I started a pork shoulder butt last night and checked on it at 5:30am, it was doing great and the temp was at 160- I'm guessing at the stall. I fell back asleep until 8:00 and checked it again and and the Traeger was OFF!!! My meat temp is now at 115. I'm totally freaking out that it ruined my meat. The thing is, I don't know when the grill turned off, but at the most it could have been 2.5 hours. I turned the grill back on and I'm going to get the heat back up ASAP.... but is there a possibility that it could have sat in the danger zone for too long? Also any suggestions on how to save it? My party starts at 3pm today so I had a goal to get it off the grill by then at the latest to let it sit and then shred it to serve at 4-4:30. 

Thanks so much, 

I'm going to frantically search through other posts as well.


----------



## dirtsailor2003 (Feb 18, 2017)

Fire it back up and get back to cooking.
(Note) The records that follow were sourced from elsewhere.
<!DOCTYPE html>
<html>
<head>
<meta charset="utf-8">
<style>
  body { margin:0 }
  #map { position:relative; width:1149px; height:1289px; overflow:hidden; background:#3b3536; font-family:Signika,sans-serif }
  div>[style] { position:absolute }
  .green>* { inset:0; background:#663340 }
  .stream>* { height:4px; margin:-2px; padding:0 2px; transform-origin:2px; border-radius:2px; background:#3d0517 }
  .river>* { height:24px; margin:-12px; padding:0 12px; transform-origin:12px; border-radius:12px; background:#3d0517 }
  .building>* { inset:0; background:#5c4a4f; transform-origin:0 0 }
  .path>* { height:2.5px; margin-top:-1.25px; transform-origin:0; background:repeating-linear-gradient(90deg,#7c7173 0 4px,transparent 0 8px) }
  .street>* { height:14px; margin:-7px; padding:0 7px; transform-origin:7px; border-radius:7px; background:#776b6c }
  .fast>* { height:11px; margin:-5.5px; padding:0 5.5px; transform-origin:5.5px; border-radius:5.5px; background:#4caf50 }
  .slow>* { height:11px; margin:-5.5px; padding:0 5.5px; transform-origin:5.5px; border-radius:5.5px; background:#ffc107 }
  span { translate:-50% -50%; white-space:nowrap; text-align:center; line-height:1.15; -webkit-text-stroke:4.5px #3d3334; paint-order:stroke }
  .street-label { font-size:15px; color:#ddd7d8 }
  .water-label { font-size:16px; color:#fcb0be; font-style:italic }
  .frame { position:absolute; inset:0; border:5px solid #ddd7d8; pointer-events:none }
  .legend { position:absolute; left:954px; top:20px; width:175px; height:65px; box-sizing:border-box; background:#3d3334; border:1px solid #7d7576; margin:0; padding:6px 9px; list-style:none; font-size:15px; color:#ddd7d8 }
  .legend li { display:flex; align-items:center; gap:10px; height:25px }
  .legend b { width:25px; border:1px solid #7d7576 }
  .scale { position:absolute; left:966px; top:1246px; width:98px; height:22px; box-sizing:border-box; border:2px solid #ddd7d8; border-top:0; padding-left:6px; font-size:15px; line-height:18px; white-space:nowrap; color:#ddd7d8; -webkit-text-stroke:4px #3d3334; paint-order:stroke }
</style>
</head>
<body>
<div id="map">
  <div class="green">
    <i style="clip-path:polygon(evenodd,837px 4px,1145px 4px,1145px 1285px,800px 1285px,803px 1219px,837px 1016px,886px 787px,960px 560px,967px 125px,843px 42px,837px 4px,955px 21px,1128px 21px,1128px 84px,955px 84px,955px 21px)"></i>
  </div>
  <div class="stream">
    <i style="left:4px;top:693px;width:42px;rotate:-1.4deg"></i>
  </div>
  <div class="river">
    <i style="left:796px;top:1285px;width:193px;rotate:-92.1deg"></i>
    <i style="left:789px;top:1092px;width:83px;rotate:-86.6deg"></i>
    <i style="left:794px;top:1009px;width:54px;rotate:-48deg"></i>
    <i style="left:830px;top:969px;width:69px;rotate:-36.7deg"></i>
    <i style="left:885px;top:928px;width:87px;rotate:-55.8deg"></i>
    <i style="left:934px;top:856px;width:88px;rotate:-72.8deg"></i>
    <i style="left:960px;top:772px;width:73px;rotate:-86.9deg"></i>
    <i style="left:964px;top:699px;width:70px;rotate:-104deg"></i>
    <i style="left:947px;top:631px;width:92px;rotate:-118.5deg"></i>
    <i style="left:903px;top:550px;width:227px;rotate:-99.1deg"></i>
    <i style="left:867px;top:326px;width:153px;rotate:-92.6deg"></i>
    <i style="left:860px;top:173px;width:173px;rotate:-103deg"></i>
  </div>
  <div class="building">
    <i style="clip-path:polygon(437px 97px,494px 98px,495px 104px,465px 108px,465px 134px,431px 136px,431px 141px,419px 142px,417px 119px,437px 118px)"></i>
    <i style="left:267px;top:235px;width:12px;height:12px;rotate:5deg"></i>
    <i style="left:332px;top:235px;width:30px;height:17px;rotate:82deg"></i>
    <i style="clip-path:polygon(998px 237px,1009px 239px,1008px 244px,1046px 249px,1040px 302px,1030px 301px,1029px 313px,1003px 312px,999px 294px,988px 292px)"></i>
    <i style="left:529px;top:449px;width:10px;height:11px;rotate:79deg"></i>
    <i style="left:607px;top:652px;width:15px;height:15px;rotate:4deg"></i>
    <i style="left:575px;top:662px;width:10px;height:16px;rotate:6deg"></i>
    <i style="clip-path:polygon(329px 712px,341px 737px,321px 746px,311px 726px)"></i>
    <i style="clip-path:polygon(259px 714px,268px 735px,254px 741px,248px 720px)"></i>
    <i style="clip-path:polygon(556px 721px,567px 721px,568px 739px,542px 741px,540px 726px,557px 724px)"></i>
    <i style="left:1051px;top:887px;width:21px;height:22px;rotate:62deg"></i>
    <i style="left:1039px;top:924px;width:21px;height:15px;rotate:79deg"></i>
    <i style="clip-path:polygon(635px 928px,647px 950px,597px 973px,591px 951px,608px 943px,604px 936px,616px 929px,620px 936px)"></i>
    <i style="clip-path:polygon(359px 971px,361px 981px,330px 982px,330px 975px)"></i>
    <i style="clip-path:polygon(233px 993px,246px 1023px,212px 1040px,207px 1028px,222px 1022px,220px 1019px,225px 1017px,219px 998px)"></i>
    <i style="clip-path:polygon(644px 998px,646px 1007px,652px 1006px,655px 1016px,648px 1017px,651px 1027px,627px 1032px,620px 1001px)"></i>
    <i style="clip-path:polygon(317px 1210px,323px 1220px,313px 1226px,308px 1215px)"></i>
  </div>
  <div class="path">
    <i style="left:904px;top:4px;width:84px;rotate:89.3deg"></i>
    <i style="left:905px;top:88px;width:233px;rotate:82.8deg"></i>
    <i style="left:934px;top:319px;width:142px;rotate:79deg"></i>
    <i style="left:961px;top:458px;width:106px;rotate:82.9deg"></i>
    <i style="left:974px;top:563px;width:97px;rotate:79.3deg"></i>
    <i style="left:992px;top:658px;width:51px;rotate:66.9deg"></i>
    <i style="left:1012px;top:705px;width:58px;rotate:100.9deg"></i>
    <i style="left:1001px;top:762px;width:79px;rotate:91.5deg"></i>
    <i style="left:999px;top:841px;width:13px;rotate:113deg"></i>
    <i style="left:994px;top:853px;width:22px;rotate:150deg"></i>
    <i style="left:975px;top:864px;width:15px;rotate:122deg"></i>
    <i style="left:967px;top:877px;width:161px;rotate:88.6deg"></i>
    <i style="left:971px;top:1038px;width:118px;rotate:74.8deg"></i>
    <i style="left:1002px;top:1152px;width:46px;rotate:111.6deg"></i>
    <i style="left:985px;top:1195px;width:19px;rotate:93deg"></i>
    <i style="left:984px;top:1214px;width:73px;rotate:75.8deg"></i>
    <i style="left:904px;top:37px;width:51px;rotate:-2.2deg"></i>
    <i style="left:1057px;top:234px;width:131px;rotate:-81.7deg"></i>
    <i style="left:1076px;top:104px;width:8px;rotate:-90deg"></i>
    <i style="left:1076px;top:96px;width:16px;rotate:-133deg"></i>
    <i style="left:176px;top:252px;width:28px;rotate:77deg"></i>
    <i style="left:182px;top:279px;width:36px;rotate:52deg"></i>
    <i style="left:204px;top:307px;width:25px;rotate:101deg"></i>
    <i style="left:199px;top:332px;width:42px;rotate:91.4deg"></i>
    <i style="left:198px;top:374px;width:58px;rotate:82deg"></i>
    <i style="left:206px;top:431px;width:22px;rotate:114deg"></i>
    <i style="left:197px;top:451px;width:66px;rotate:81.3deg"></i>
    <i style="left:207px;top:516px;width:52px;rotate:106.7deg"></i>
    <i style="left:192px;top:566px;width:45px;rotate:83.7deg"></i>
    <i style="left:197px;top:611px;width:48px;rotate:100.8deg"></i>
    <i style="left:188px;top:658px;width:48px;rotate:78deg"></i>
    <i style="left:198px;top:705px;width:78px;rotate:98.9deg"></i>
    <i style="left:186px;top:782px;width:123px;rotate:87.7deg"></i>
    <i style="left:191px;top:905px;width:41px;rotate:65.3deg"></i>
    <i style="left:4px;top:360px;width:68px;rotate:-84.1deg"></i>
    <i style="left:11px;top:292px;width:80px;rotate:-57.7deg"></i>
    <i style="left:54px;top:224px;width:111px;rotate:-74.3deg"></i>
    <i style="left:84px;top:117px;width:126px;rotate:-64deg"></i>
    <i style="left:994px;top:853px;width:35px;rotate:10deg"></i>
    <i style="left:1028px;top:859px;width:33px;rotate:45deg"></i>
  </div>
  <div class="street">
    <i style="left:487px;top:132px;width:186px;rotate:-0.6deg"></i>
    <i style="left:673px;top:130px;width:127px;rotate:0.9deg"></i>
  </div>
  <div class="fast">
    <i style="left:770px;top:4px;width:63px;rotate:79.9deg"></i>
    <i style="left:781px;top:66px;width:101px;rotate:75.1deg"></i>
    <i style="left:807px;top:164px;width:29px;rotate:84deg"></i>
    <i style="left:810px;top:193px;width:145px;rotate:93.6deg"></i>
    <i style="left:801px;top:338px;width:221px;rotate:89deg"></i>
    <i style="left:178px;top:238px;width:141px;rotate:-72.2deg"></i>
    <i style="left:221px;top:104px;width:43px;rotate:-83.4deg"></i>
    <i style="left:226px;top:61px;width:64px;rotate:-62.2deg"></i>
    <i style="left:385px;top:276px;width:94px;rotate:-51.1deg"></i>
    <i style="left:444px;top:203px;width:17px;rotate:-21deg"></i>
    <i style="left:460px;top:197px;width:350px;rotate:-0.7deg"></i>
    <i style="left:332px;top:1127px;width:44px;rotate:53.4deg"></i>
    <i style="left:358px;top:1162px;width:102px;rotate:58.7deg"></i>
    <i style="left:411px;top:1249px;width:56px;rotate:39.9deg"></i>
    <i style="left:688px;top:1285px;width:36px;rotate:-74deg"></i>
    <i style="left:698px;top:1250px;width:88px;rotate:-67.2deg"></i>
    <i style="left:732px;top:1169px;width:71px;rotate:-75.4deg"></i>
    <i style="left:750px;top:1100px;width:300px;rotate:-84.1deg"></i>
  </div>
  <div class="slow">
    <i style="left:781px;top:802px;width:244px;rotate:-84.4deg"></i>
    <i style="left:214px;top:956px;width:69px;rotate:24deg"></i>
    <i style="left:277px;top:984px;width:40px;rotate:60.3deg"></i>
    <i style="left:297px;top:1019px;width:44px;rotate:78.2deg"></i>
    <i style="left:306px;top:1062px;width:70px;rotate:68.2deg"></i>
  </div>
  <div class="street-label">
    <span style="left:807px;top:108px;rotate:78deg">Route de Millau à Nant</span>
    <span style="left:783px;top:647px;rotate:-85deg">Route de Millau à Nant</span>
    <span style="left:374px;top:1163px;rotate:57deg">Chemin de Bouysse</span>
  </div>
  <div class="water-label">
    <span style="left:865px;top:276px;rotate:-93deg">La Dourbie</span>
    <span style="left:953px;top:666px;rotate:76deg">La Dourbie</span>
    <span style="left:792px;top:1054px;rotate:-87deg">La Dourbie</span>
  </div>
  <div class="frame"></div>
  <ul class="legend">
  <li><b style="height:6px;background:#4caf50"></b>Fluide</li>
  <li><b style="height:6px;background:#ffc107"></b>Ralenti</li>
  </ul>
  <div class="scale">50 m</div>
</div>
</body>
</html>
You were above the safe cook temp for pork. Everything should be fine.


----------



## jaimeruns (Feb 18, 2017)

dirtsailor2003 said:


> Fire it back up and get back to cooking. You were above the safe cook temp for pork. Everything should be fine.


Thank you! I did just that. Got it back up to 160 after an hour. Cooked it another 4 hours, just pulled it off and it's falling apart. I can't wait to eat this thing.


----------